Ursula Münch, Direktorin der Akademie für politische Bildung in Tutzing, hält das Wahlprogramm der Union nicht für sehr mutig. Das habe man als Regierungspartei auch nicht unbedingt nötig, sagte sie im Dlf. Allerdings sei es relativ gewagt, etwa die Rentenfrage einfach auszuklammern.

Ursula Münch im Gespräch mit Jasper Barenberg | 03.07.2017
    Porträt der Direktorin der Akademie für Politische Bildung Tutzing (Bayern), Ursula Münch
    Ursula Münch, Direktorin der Akademie für Politische Bildung Tutzing (dpa/OPeter Kneffel)
    Jasper Barenberg: Mitgehört hat Professor Ursula Münch, die Direktorin der Akademie für politische Bildung in Tutzing. Schönen guten Tag.
    Ursula Münch: Guten Tag, Herr Barenberg.
    Barenberg: Was würden Sie sagen nach all dem, was wir bisher ja schon durchaus an Einzelheiten wissen, ein mutiges Programm?
    Münch: Na ja, Mut sieht sicherlich anders aus. Mut hat man natürlich auch nur bedingt nötig als Regierungspartei und als Partei, die die Bundeskanzlerin stellt. Insofern: Es ist nicht besonders mutig. Aber man muss jetzt auch nicht die großen Knalleffekte bringen. Im Grunde kann man darauf hoffen, dass sich das positiv ohne größere Eruptionen darstellt. Und deshalb ist das alles gar nicht erforderlich. Mutig ist vielleicht dann aber schon, dass die Parteien, also CDU und CSU, sich überhaupt wieder so weit aneinander angenähert haben inhaltlich.

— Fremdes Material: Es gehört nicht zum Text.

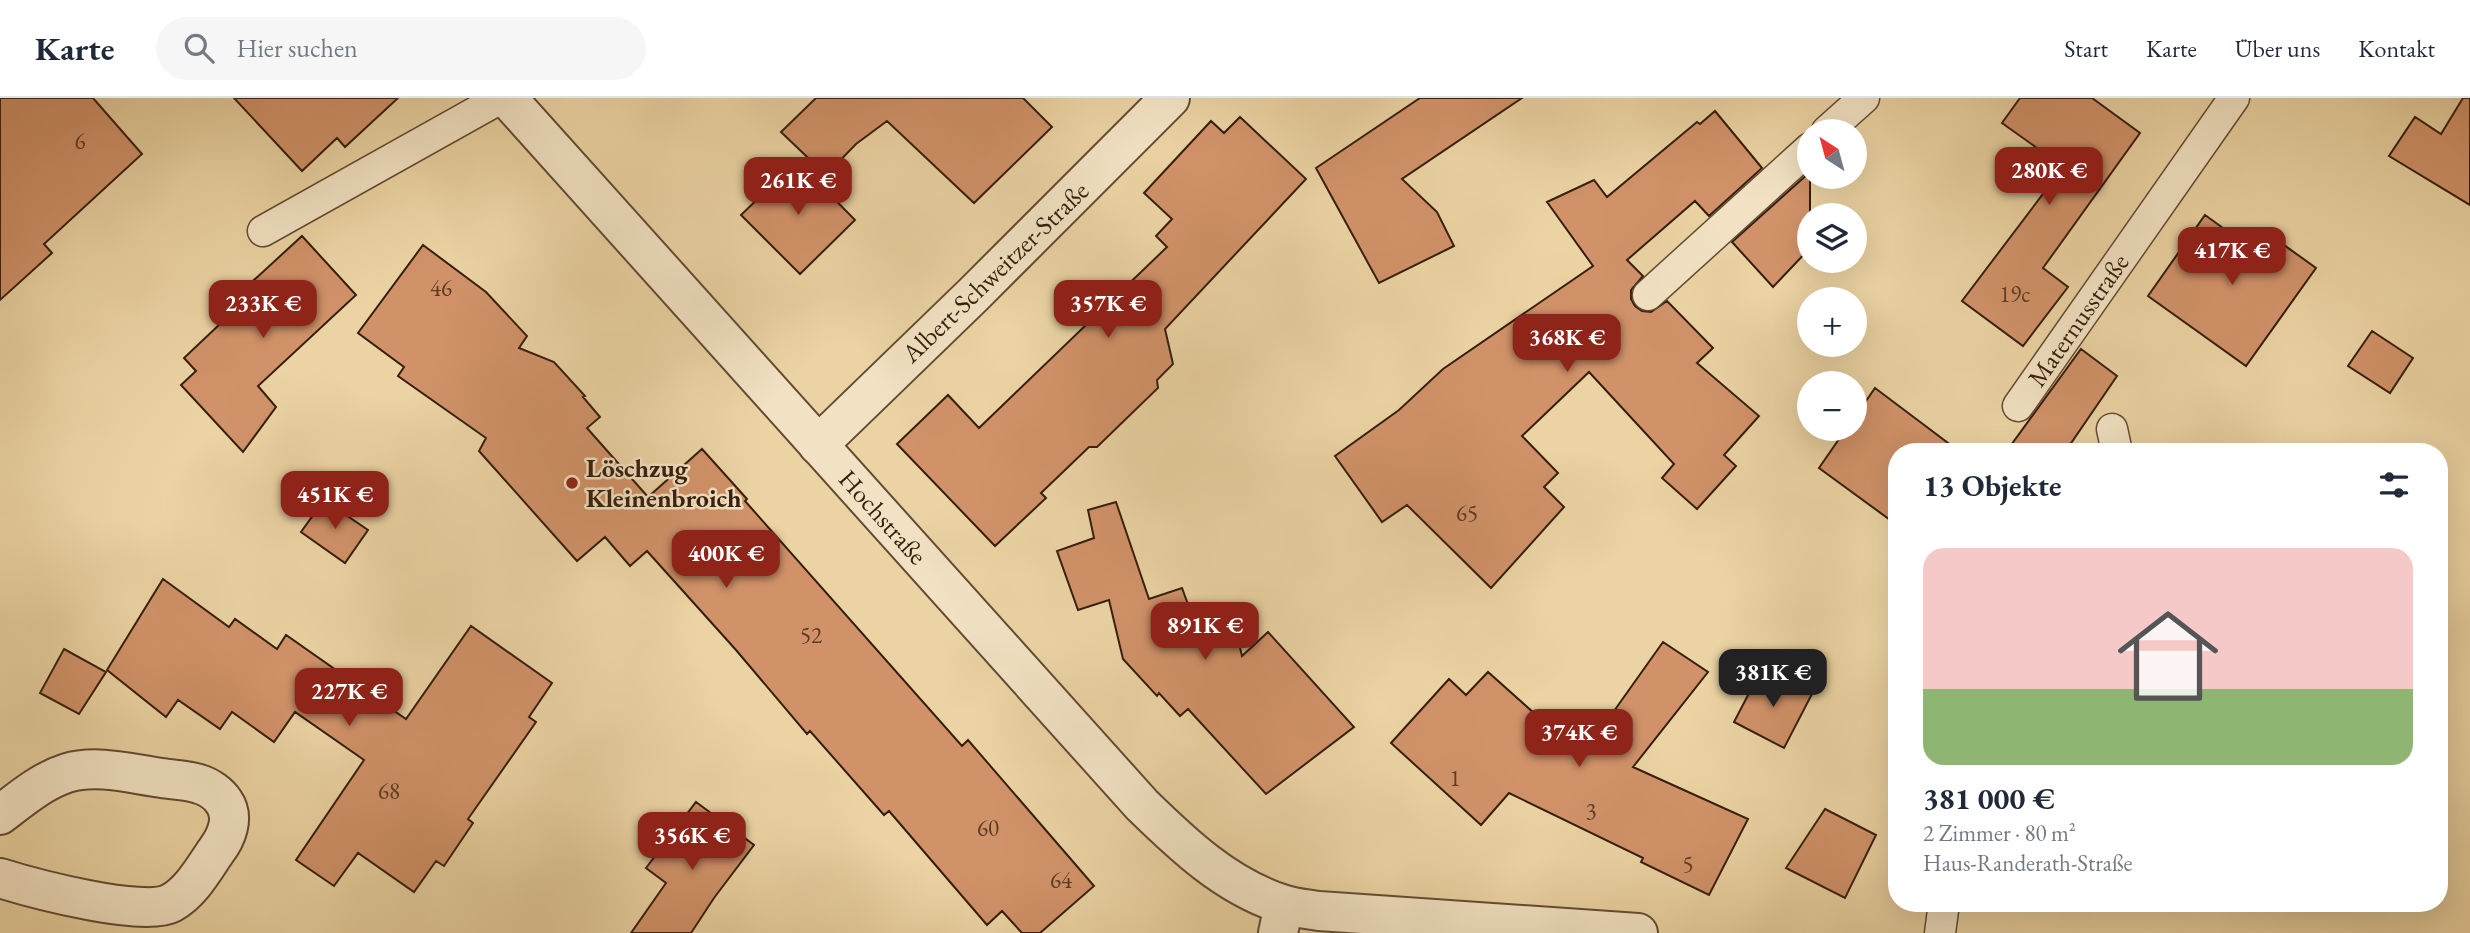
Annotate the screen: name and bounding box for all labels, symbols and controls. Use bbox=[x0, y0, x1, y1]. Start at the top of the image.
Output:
search box bbox=[156, 17, 646, 80]
text: Karte bbox=[35, 27, 114, 70]
icon: search bbox=[180, 29, 218, 67]
text: Hier suchen bbox=[236, 31, 358, 65]
text: Start bbox=[2064, 33, 2108, 64]
text: Karte bbox=[2146, 33, 2197, 64]
text: Über uns bbox=[2235, 33, 2320, 64]
text: Kontakt bbox=[2358, 33, 2435, 64]
north arrow bbox=[1797, 119, 1867, 189]
map controls bbox=[1797, 119, 1867, 441]
house number: 6 bbox=[74, 126, 86, 156]
pin: 280K € bbox=[1992, 148, 2106, 207]
text: 280K € bbox=[2011, 155, 2087, 185]
pin: 261K € bbox=[741, 158, 855, 217]
text: 261K € bbox=[760, 165, 836, 195]
street label: Albert-Schweitzer-Straße bbox=[894, 174, 1096, 371]
button: layers bbox=[1797, 203, 1867, 273]
pin: 417K € bbox=[2175, 228, 2289, 287]
text: 417K € bbox=[2194, 235, 2270, 265]
street label: Maternusstraße bbox=[2020, 247, 2136, 393]
house number: 46 bbox=[430, 273, 452, 303]
house number: 19c bbox=[1999, 279, 2031, 309]
pin: 233K € bbox=[206, 280, 320, 340]
pin: 357K € bbox=[1051, 280, 1165, 340]
button: + bbox=[1797, 287, 1867, 357]
text: 233K € bbox=[225, 288, 301, 318]
text: 357K € bbox=[1070, 288, 1146, 318]
pin: 368K € bbox=[1510, 314, 1624, 374]
text: 368K € bbox=[1529, 322, 1605, 352]
button: − bbox=[1797, 371, 1867, 441]
place label: Löschzug Kleinenbroich bbox=[586, 451, 742, 515]
street label: Hochstraße bbox=[831, 462, 935, 572]
text: 13 Objekte bbox=[1923, 466, 2062, 505]
icon: filters bbox=[2375, 466, 2413, 504]
pin: 451K € bbox=[278, 472, 392, 531]
marker: Löschzug Kleinenbroich bbox=[564, 475, 580, 491]
text: 451K € bbox=[297, 479, 373, 509]
house number: 65 bbox=[1456, 498, 1478, 528]
pin: 400K € bbox=[669, 531, 783, 590]
text: 400K € bbox=[688, 538, 764, 568]
icon: home bbox=[2105, 593, 2231, 719]
pin: 891K € bbox=[1148, 602, 1262, 662]
text: 891K € bbox=[1167, 610, 1243, 640]
house number: 52 bbox=[800, 620, 822, 650]
pin: 381K € bbox=[1716, 650, 1830, 709]
text: 381K € bbox=[1735, 657, 1811, 687]
pin: 227K € bbox=[292, 668, 406, 728]
text: 227K € bbox=[311, 676, 387, 706]
pin: 374K € bbox=[1522, 710, 1636, 769]
text: 374K € bbox=[1541, 717, 1617, 747]
house number: 1 bbox=[1449, 763, 1461, 793]
house number: 68 bbox=[378, 776, 400, 806]
text: 381 000 € bbox=[1923, 779, 2055, 818]
house number: 3 bbox=[1585, 796, 1597, 826]
pin: 356K € bbox=[635, 812, 749, 872]
house number: 60 bbox=[977, 813, 999, 843]
text: 2 Zimmer · 80 m² bbox=[1923, 818, 2076, 848]
text: 356K € bbox=[654, 820, 730, 850]
text: Haus-Randerath-Straße bbox=[1923, 848, 2133, 878]
house number: 5 bbox=[1682, 849, 1694, 879]
house number: 64 bbox=[1050, 865, 1073, 895]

    Barenberg: Darüber können wir gleich noch ein bisschen sprechen. Noch mal zur Mutfrage: Wäre es nicht angebracht, einen großen Entwurf zu erwarten und damit auch Antworten auf die Frage, wie sich die Kanzlerin nach all ihren Jahren im Kanzleramt die Zukunft für dieses Land vorstellt?
    Münch: Da gebe ich Ihnen Recht. Wir hätten große Fragen: Das ist die Frage der Demografie, der Digitalisierung, die Fragen der Sicherheit. Aber Wahlprogramme sind auch immer vor allem natürlich zunächst mal diesem Ereignis geschuldet, dass man sich gegenüber dem politischen Gegner ein bisschen unterscheiden möchte. Und im Grunde bräuchte man ja dann eigentlich viel mehr Zeit, um solche großen Würfe zu starten. Das ist das Grundproblem von Politik und gerade auch auf der Bundesebene, alle vier Jahre Wahlen zu haben, dass man sich diese Zeit selten nehmen kann.

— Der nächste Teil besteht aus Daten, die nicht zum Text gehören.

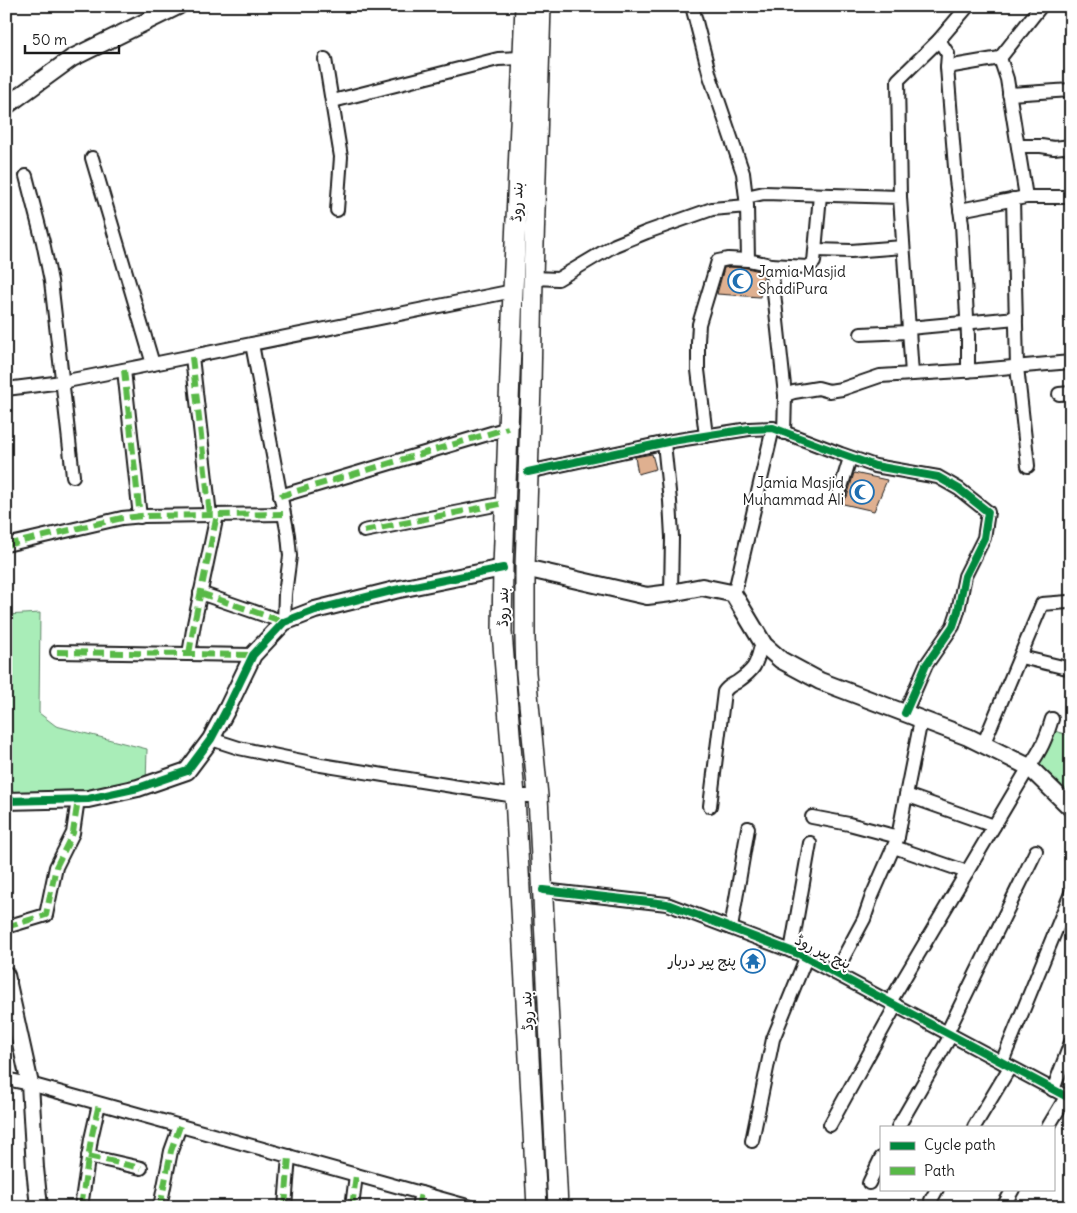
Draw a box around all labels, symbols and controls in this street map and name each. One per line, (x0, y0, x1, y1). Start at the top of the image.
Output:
scale bar (25, 22, 119, 54)
text: 50 m (32, 30, 67, 49)
street label: بند روڈ (506, 182, 527, 222)
place label: Jamia Masjid ShadiPura (758, 262, 846, 298)
mosque icon: Jamia Masjid ShadiPura (727, 268, 753, 294)
place label: Jamia Masjid Muhammad Ali (742, 473, 844, 509)
mosque icon: Jamia Masjid Muhammad Ali (849, 479, 875, 505)
street label: بند روڈ (493, 587, 512, 627)
street label: پنج پیر روڈ (792, 930, 854, 974)
temple icon: پنج پیر دربار (740, 948, 766, 974)
place label: پنج پیر دربار (667, 951, 736, 971)
street label: بند روڈ (516, 991, 537, 1031)
legend (880, 1126, 1054, 1190)
text: Cycle path (924, 1135, 996, 1154)
text: Path (924, 1161, 955, 1180)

    Auf "Sie kennen mich" wird Merkel sich nicht verlassen können
    Barenberg: Das heißt, wir blicken auf ein Wahlprogramm, das doch bestätigt, was bei der letzten Runde, bei der letzten Bundestagswahl das Motto war – die Kanzlerin sagt, "Sie kennen mich", und das reicht dann den Wählerinnen und Wählern?
    Münch: Na ja, das ist die Hoffnung, wobei dieses Mal wird es so einfach ja nicht sein. Dazu ist ja in den letzten zwei Jahren zu viel passiert und die Umfragewerte der Kanzlerin waren zu sehr im Keller und vor allem auch die Kritik der CSU war zu groß an ihr. Ganz darauf wird sie sich nicht mehr verlassen können. Und das macht jetzt dieses Wahlprogramm auch interessant, nämlich die Frage, genügt es, tatsächlich auf diese Punkte zu setzen, genügt es, sich um die Frage der Zuwanderung von Flüchtlingen, aber insgesamt auch von Migranten so ein bisschen herumzudrücken und es quasi der CSU zu überlassen, das dann im Bayernplan zu thematisieren. Das ist die große Frage. Die können wir aber vermutlich erst nach der Bundestagswahl beantworten.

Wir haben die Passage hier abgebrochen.